On ne compte plus les anciennes gloires du paysage audiovisuel français (PAF) qui tentent de relancer leur carrière en s’exportant sur la plateforme américaine, de Claire Chazal en passant par Stéphane Bern ou Cristina Córdula. Et d’ailleurs tous n’ont pas le même succès, car tous n’ont pas un ton compatible avec celui recherché sur YouTube. Le groupe de production français Banijay Entertainment utilise même l’intelligence artificielle pour publier et valoriser ses contenus déjà diffusés sur la télévision et ainsi toucher un nouveau public. En bref : YouTube peut aussi représenter une opportunité pour la TV dont l’audience vieillit.
Mais l’inverse est également vrai. Les vidéastes s’intéressent aussi à la télévision. C’est le cas de Max Laulom et de son documentaire à succès High School Radical réalisé pour Arte, ou de la diffusion du dernier « GP Explorer » de Squeezie sur le site de France Télévisions. Mais la tendance n’est pas massive. Plusieurs expériences plus ou moins infructueuses ont montré par le passé qu’un vidéaste connu ne suffisait pas à attirer un public jeune sur le petit écran. France Télévisions et Hugo Décrypte ont assez rapidement mis fin à l’« Interview face cachée », un format censé rajeunir l’audience de l’audiovisuel public.
En réalité, ces créateurs parlent à un public que la TV ne touche plus ou presque : les 15-35 ans. Faire venir un youtubeur ne suffit pas à séduire ce pan de la population et à le faire revenir sur un média qu’il a abandonné. Il est fort possible que ces deux univers continuent de vivre l’un à côté de l’autre, qu’on ne se limite qu’à quelques incursions « youtubesque » dans le PAF français et, inversement, à la publication d’une partie de leur production sur la plateforme américaine.
S’approcher de la TV, en gardant sa singularité ?
« Ce que les gens cherchent sur YouTube, ce sont des formats qu’il y avait à la télé il y a 10 ans, mais version “new gen” plus honnête, sans public qui applaudit dès qu’il y a une blague », tranchait Squeezie auprès de Télérama. Les jeux, les talk-show, les documentaires et les reportages des gros youtubeurs ont beau s’approcher de certains standards télévisés, ils auront toujours comme base des spécificités qui font la force de la plateforme depuis ses débuts et les différencient des programmes TV.

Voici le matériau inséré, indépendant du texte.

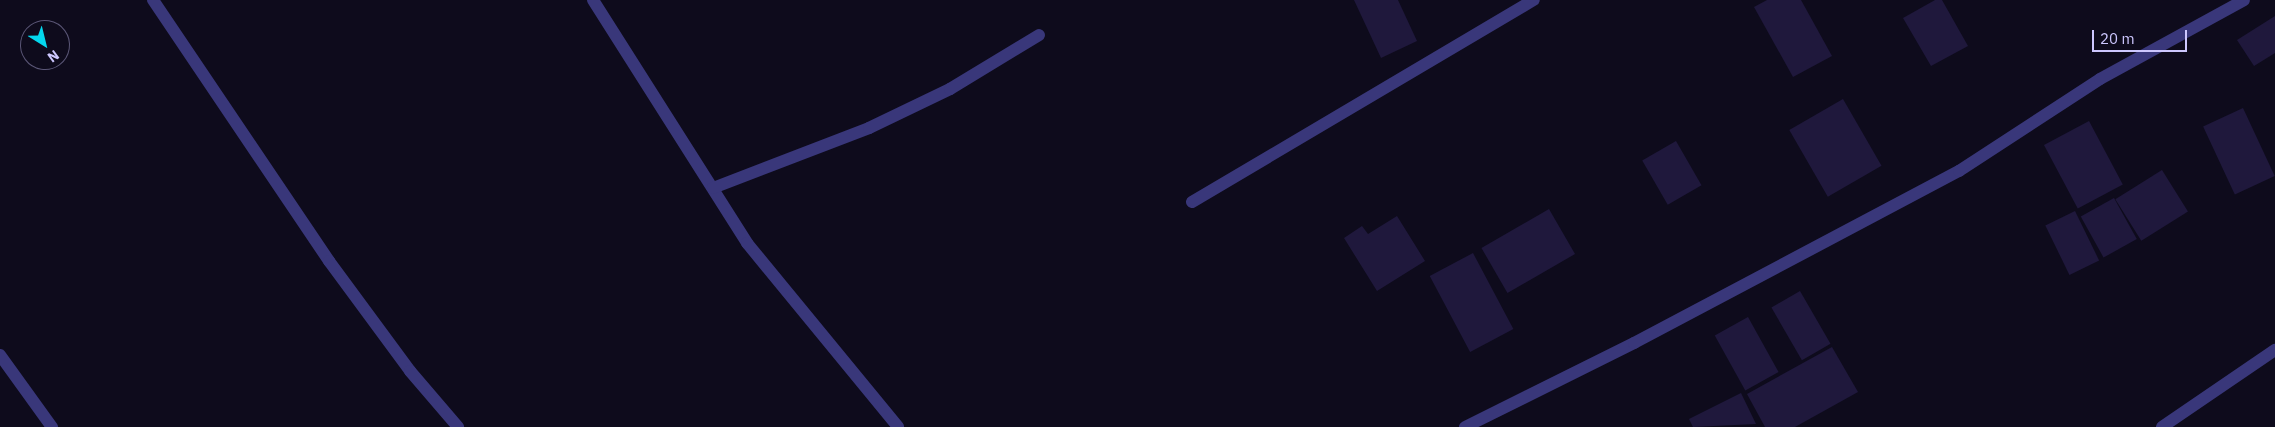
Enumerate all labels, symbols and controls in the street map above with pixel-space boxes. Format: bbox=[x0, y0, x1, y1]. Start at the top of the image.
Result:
north arrow bbox=[20, 20, 70, 70]
scale bar bbox=[2095, 20, 2190, 52]
text: 20 m bbox=[2100, 29, 2135, 48]
text: N bbox=[44, 46, 63, 67]

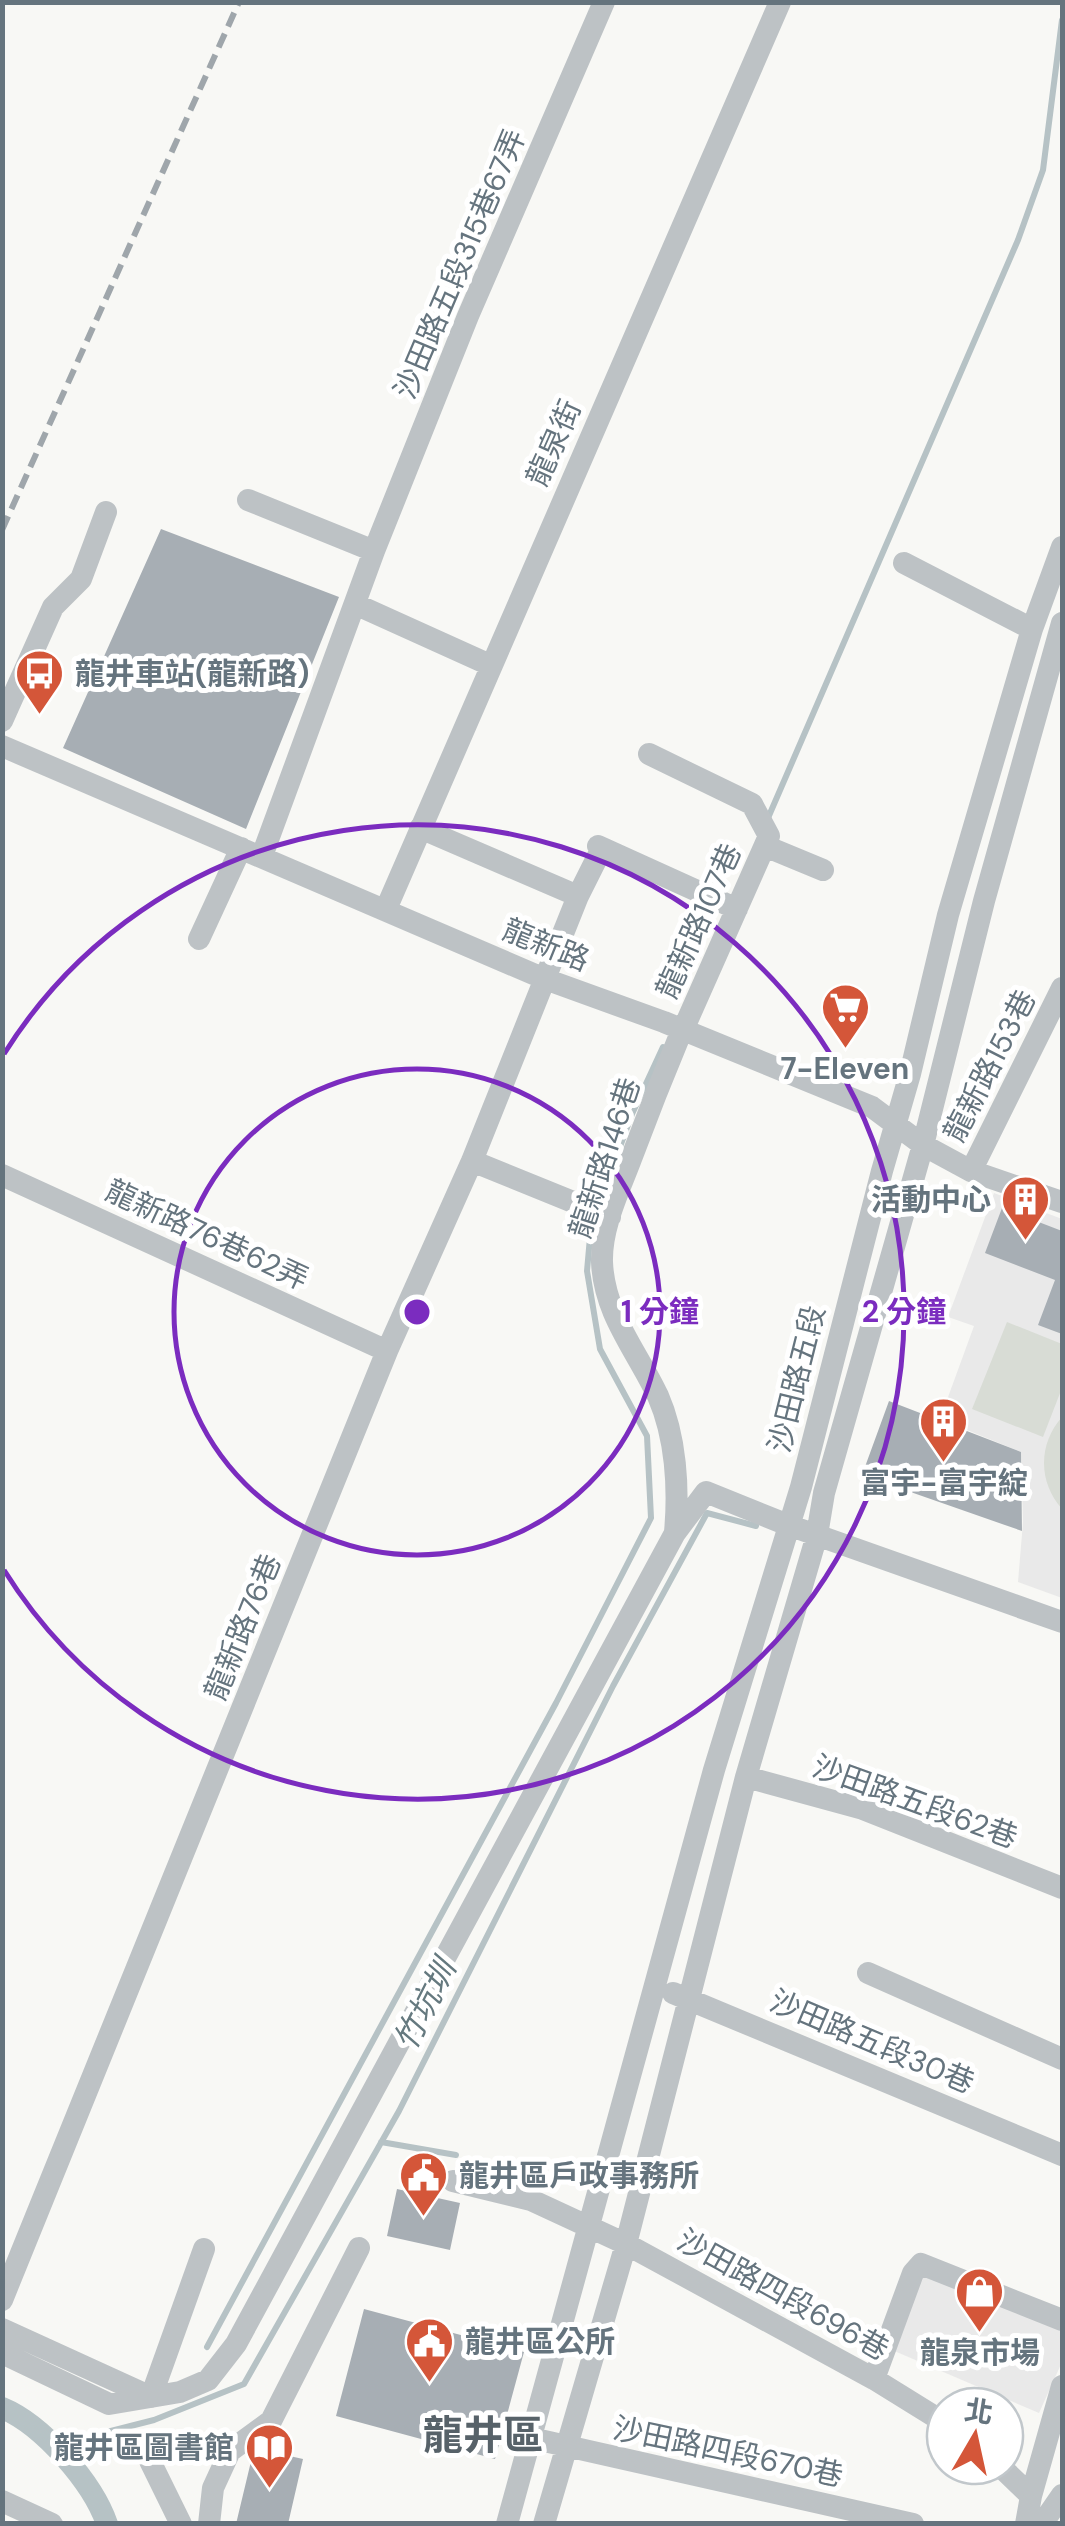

Même si elle a tendance à s’allonger, la durée de leurs contenus est libre. Ils n’ont pas de « case » à remplir (avant-soirée, prime time, etc.) et donc aucune obligation par exemple à tourner des documentaires dans le sacro-saint format « 52 minutes ». Leur production n’a pas d’horaire de diffusion et donc un public cible à contenter à une heure précise. Et surtout, leur viralité repose sur l’incarnation des youtubeurs et non sur la force de frappe d’une chaîne, une différence qui offre autant d’avantages que d’inconvénients.
YouTube gardera donc probablement toujours une certaine fraîcheur qui la différenciera encore quelque temps. Le rythme de ses montages avec de nombreux cuts reste l’une de ses marques de fabrique. Et on y trouve encore beaucoup de formats qui n’auraient pas leur place sur le petit écran, car ils seraient perçus comme pas assez « travaillés ». Des vlogs, des storytelling tournés dans une chambre, des reportages caméra au poing… YouTube avance finalement sur une ligne de crête : se rapprocher de la TV pour capter davantage de temps d’attention, tout en préservant les singularités qui ont fait son succès.